▼

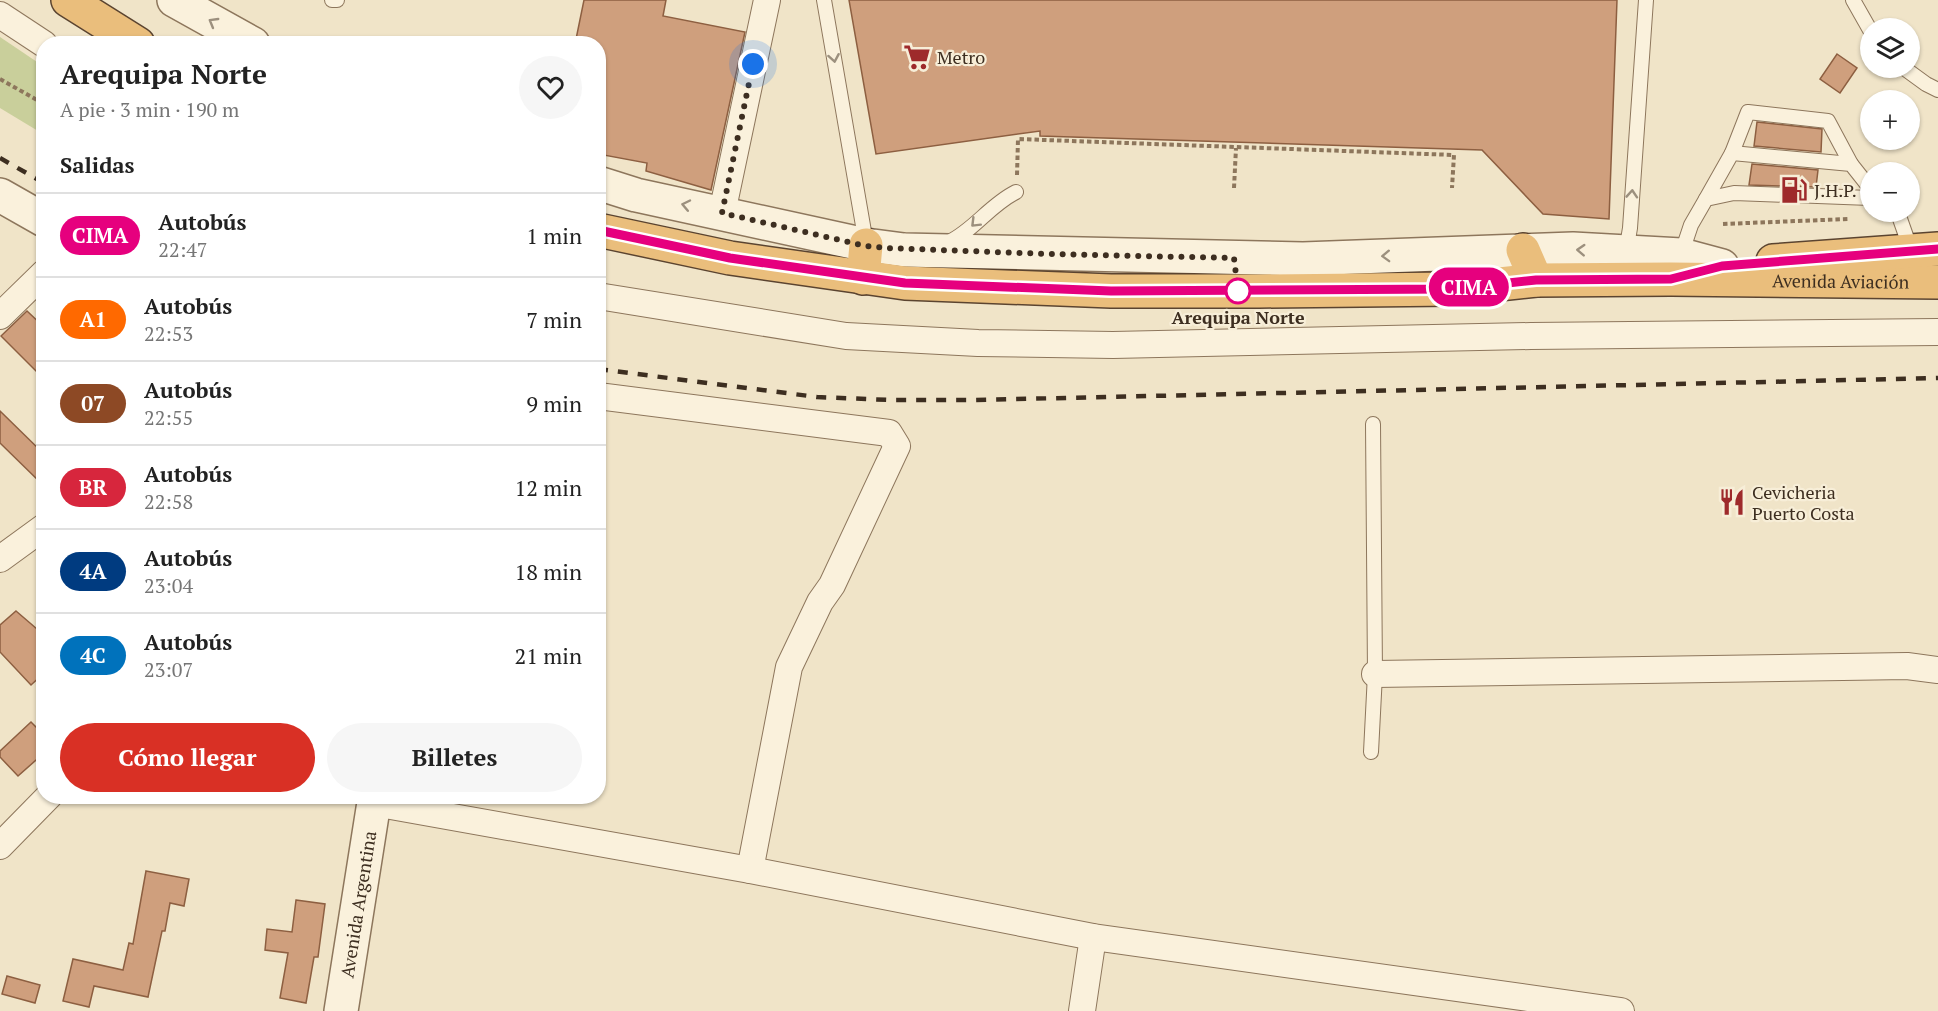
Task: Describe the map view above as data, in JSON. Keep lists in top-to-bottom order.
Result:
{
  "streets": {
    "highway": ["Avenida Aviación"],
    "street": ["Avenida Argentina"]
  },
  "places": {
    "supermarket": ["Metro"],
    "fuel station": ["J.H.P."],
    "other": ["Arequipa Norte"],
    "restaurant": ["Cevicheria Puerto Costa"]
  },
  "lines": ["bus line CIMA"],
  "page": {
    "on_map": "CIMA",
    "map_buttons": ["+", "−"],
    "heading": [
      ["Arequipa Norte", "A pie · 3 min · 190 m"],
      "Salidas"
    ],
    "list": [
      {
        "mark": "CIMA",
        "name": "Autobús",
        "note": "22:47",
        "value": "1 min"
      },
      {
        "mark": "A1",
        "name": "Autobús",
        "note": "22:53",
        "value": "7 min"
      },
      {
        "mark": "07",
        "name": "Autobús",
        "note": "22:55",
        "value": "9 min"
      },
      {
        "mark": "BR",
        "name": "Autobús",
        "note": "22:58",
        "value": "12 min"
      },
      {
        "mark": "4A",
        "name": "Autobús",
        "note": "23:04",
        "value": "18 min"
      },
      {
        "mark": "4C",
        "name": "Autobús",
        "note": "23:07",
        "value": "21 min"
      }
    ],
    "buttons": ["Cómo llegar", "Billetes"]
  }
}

▲

### Instructions to follow
When you output the entries, keep each line exactly as it is and leave out any pictures.

### Task response
Task: Describe the map view above as data, in JSON. Keep lists in top-to-bottom order.
Result:
{
  "streets": {
    "highway": ["Avenida Aviación"],
    "street": ["Avenida Argentina"]
  },
  "places": {
    "supermarket": ["Metro"],
    "fuel station": ["J.H.P."],
    "other": ["Arequipa Norte"],
    "restaurant": ["Cevicheria Puerto Costa"]
  },
  "lines": ["bus line CIMA"],
  "page": {
    "on_map": "CIMA",
    "map_buttons": ["+", "−"],
    "heading": [
      ["Arequipa Norte", "A pie · 3 min · 190 m"],
      "Salidas"
    ],
    "list": [
      {
        "mark": "CIMA",
        "name": "Autobús",
        "note": "22:47",
        "value": "1 min"
      },
      {
        "mark": "A1",
        "name": "Autobús",
        "note": "22:53",
        "value": "7 min"
      },
      {
        "mark": "07",
        "name": "Autobús",
        "note": "22:55",
        "value": "9 min"
      },
      {
        "mark": "BR",
        "name": "Autobús",
        "note": "22:58",
        "value": "12 min"
      },
      {
        "mark": "4A",
        "name": "Autobús",
        "note": "23:04",
        "value": "18 min"
      },
      {
        "mark": "4C",
        "name": "Autobús",
        "note": "23:07",
        "value": "21 min"
      }
    ],
    "buttons": ["Cómo llegar", "Billetes"]
  }
}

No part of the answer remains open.